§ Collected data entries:
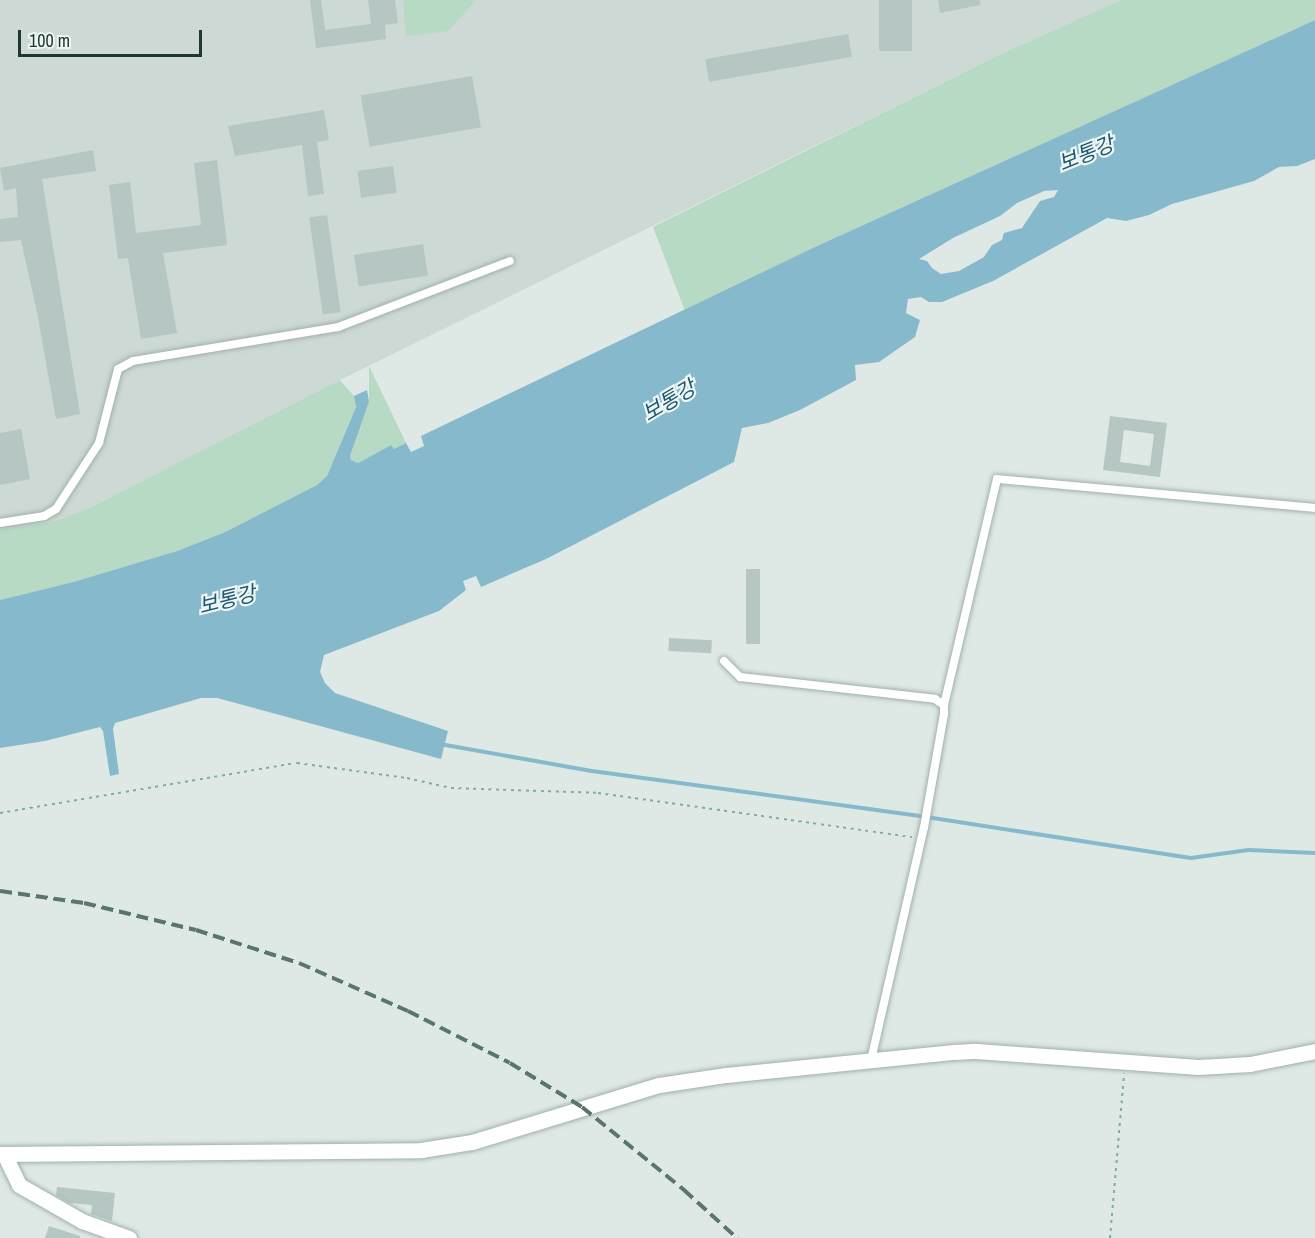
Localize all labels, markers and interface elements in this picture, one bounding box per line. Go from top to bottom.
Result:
scale bar [21,18,206,56]
text: 100 m [29,28,70,53]
water label: 보통강 [1054,131,1118,177]
water label: 보통강 [638,375,700,427]
water label: 보통강 [196,581,258,619]

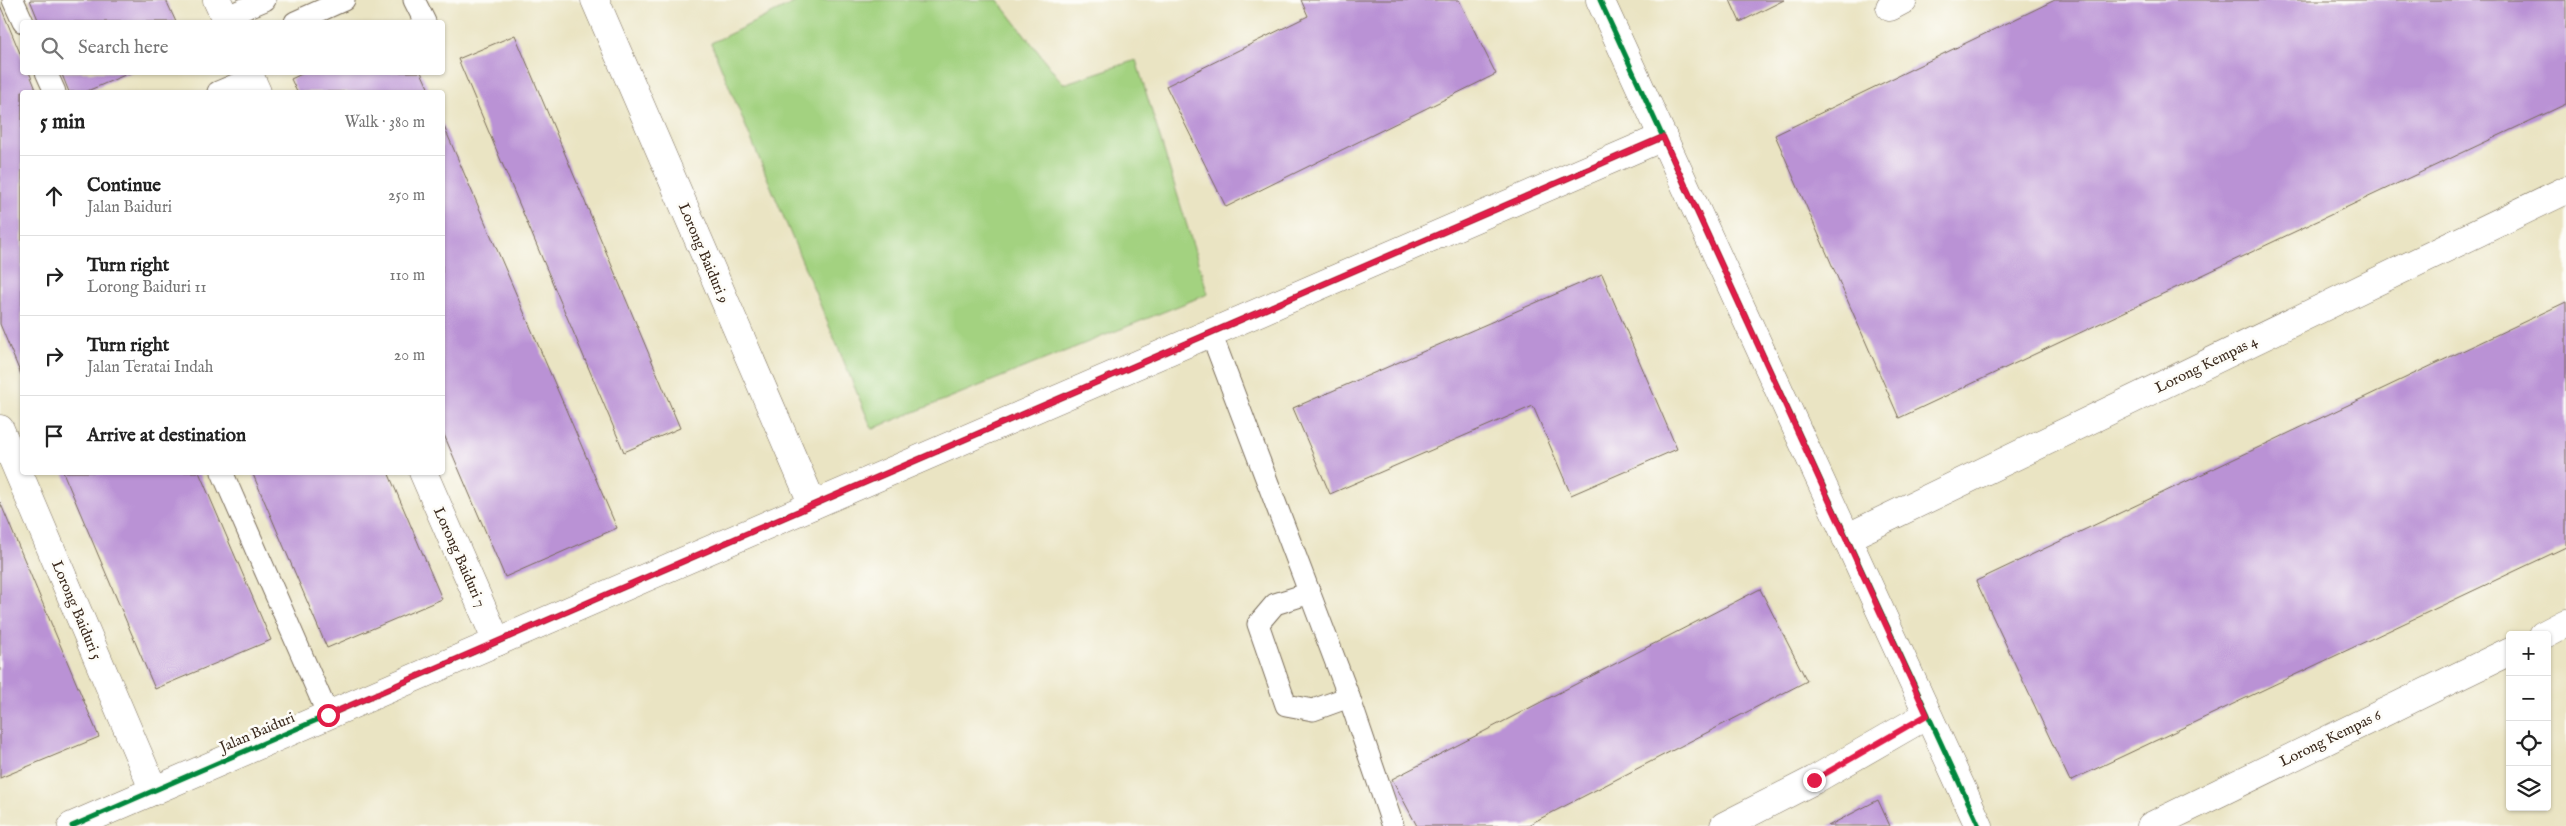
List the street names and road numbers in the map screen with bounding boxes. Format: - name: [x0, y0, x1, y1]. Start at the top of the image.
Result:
- street label: Lorong Baiduri 9: [674, 200, 733, 306]
- street label: Lorong Kempas 4: [2152, 331, 2261, 397]
- street label: Lorong Baiduri 7: [429, 504, 490, 610]
- street label: Lorong Baiduri 5: [47, 558, 106, 663]
- street label: Lorong Kempas 6: [2276, 705, 2385, 771]
- street label: Jalan Baiduri: [215, 708, 298, 758]

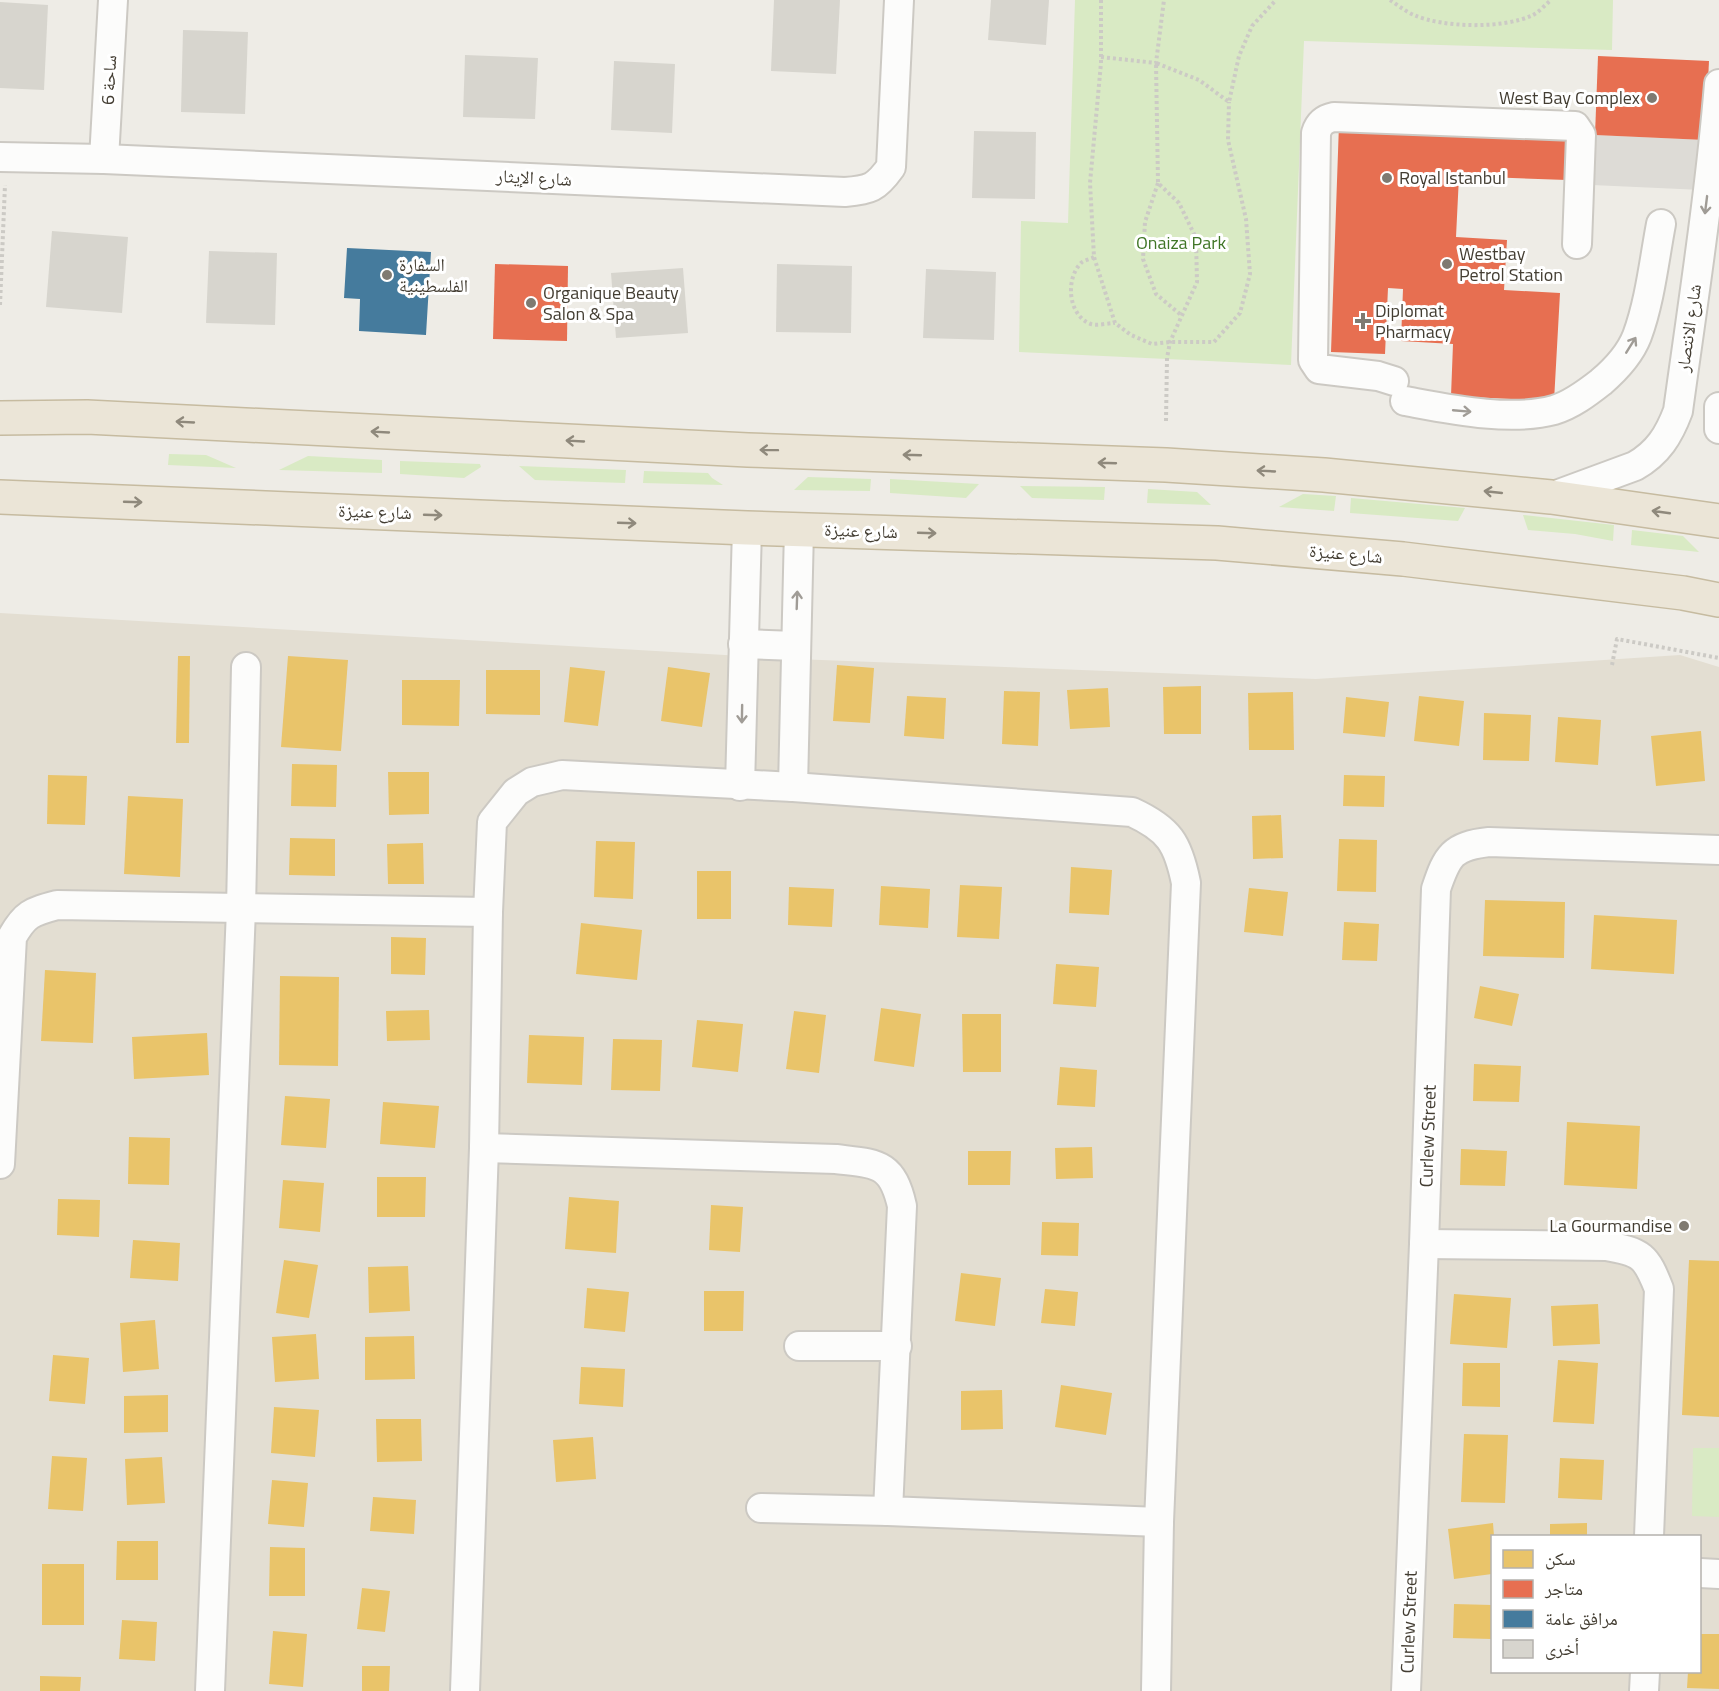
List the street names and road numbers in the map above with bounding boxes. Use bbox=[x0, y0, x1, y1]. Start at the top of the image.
street label: ساحة 6 bbox=[94, 54, 123, 106]
street label: شارع الإيثار bbox=[494, 162, 573, 193]
street label: شارع الانتصار bbox=[1669, 282, 1708, 375]
street label: شارع عنيزة bbox=[338, 497, 412, 526]
street label: شارع عنيزة bbox=[824, 516, 898, 545]
street label: شارع عنيزة bbox=[1308, 537, 1384, 570]
street label: Curlew Street bbox=[1412, 1084, 1443, 1188]
street label: Curlew Street bbox=[1393, 1570, 1424, 1674]

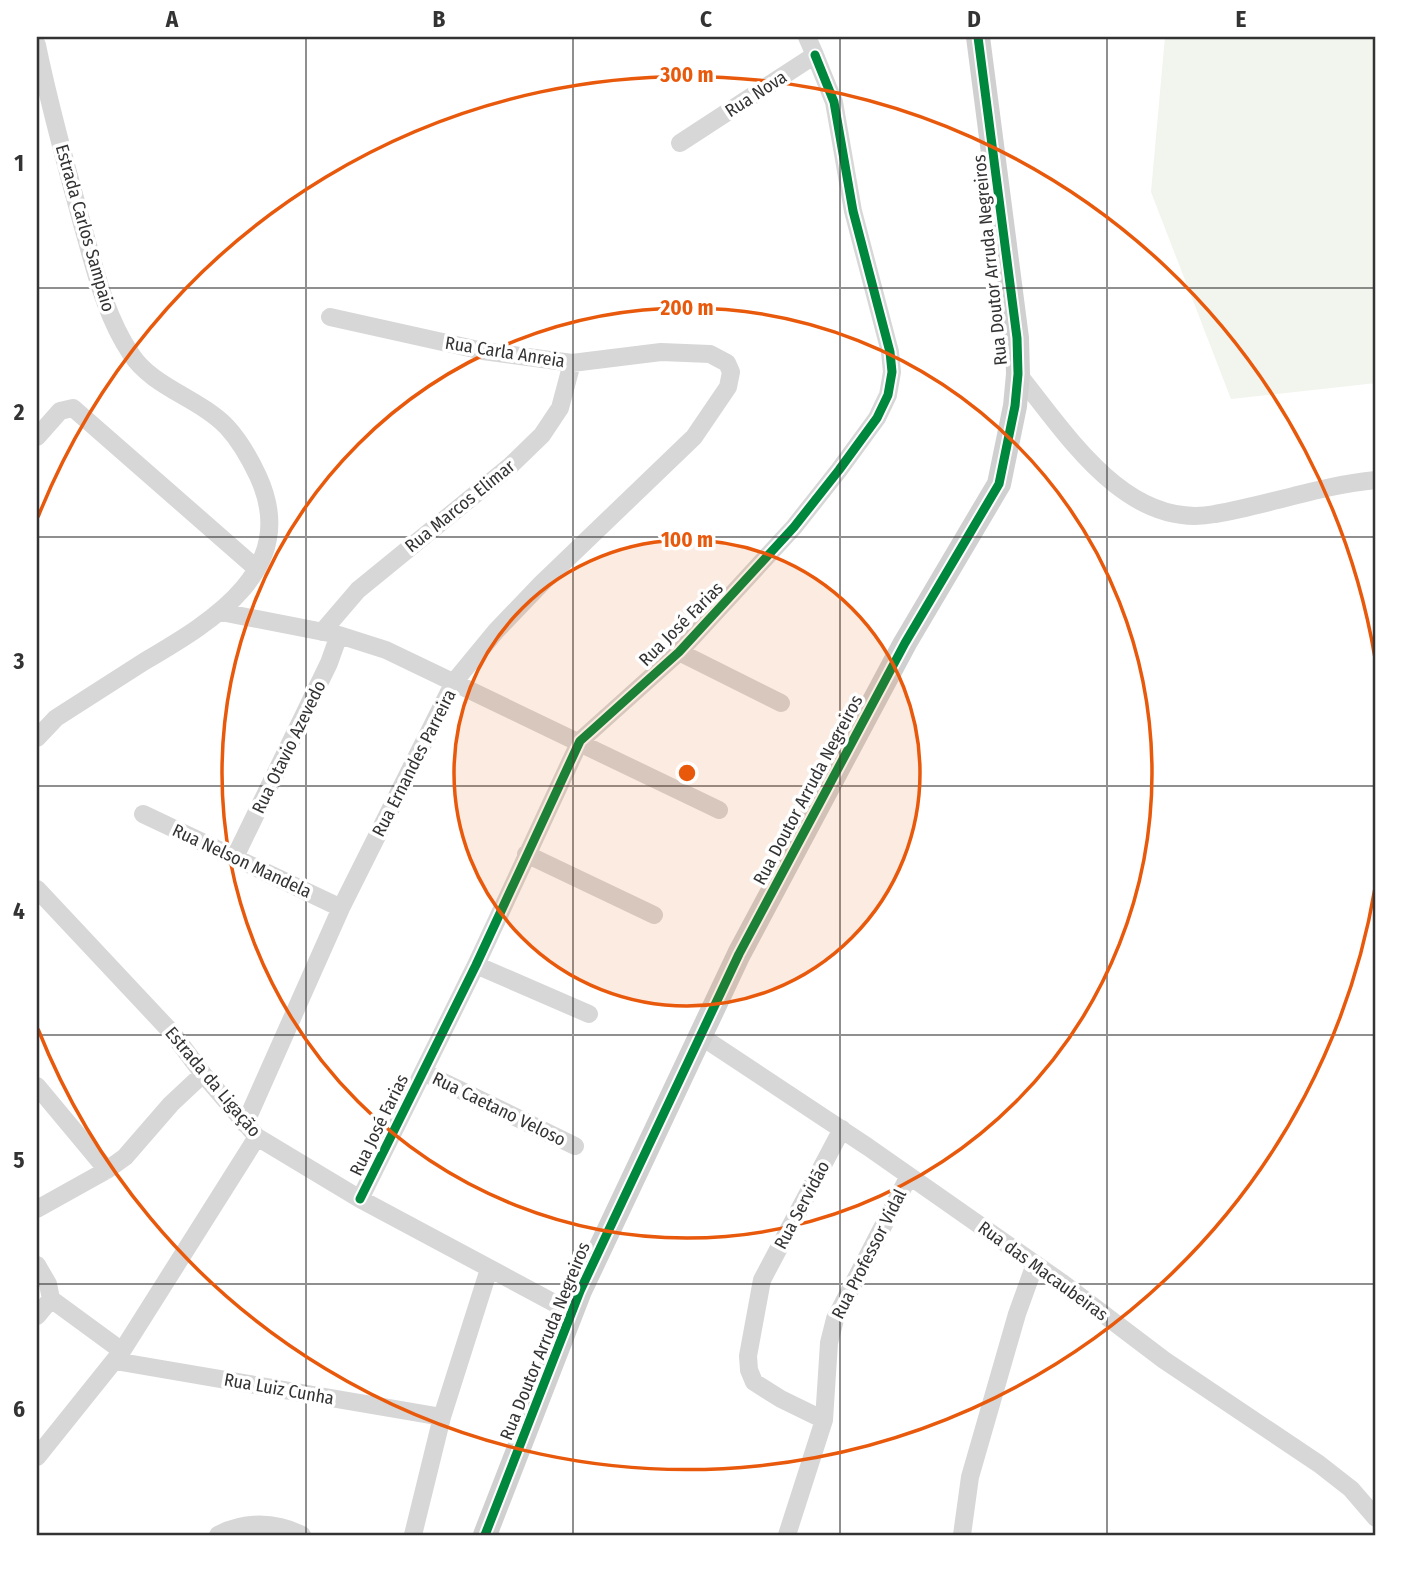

§ TASK: Give back each entry exactly as it appears, with no pictures.

§ TASK RESPONSE:
Localize all labels, markers and interface elements in this picture, one bounding box per line. Go from top to bottom.
Result:
scale bar [21,18,206,56]
text: 100 m [29,28,70,53]
water label: 보통강 [1054,131,1118,177]
water label: 보통강 [638,375,700,427]
water label: 보통강 [196,581,258,619]

List the street names and road numbers in the map screen with bounding boxes. Format: - name: [x0, y0, x1, y1]. Start at the top of the image.
Result:
- street label: Lorong Baiduri 9: [674, 200, 733, 306]
- street label: Lorong Kempas 4: [2152, 331, 2261, 397]
- street label: Lorong Baiduri 7: [429, 504, 490, 610]
- street label: Lorong Baiduri 5: [47, 558, 106, 663]
- street label: Lorong Kempas 6: [2276, 705, 2385, 771]
- street label: Jalan Baiduri: [215, 708, 298, 758]

List the street names and road numbers in the map above with bounding boxes. Use bbox=[x0, y0, x1, y1]. Start at the top of the image.
street label: ساحة 6 bbox=[94, 54, 123, 106]
street label: شارع الإيثار bbox=[494, 162, 573, 193]
street label: شارع الانتصار bbox=[1669, 282, 1708, 375]
street label: شارع عنيزة bbox=[338, 497, 412, 526]
street label: شارع عنيزة bbox=[824, 516, 898, 545]
street label: شارع عنيزة bbox=[1308, 537, 1384, 570]
street label: Curlew Street bbox=[1412, 1084, 1443, 1188]
street label: Curlew Street bbox=[1393, 1570, 1424, 1674]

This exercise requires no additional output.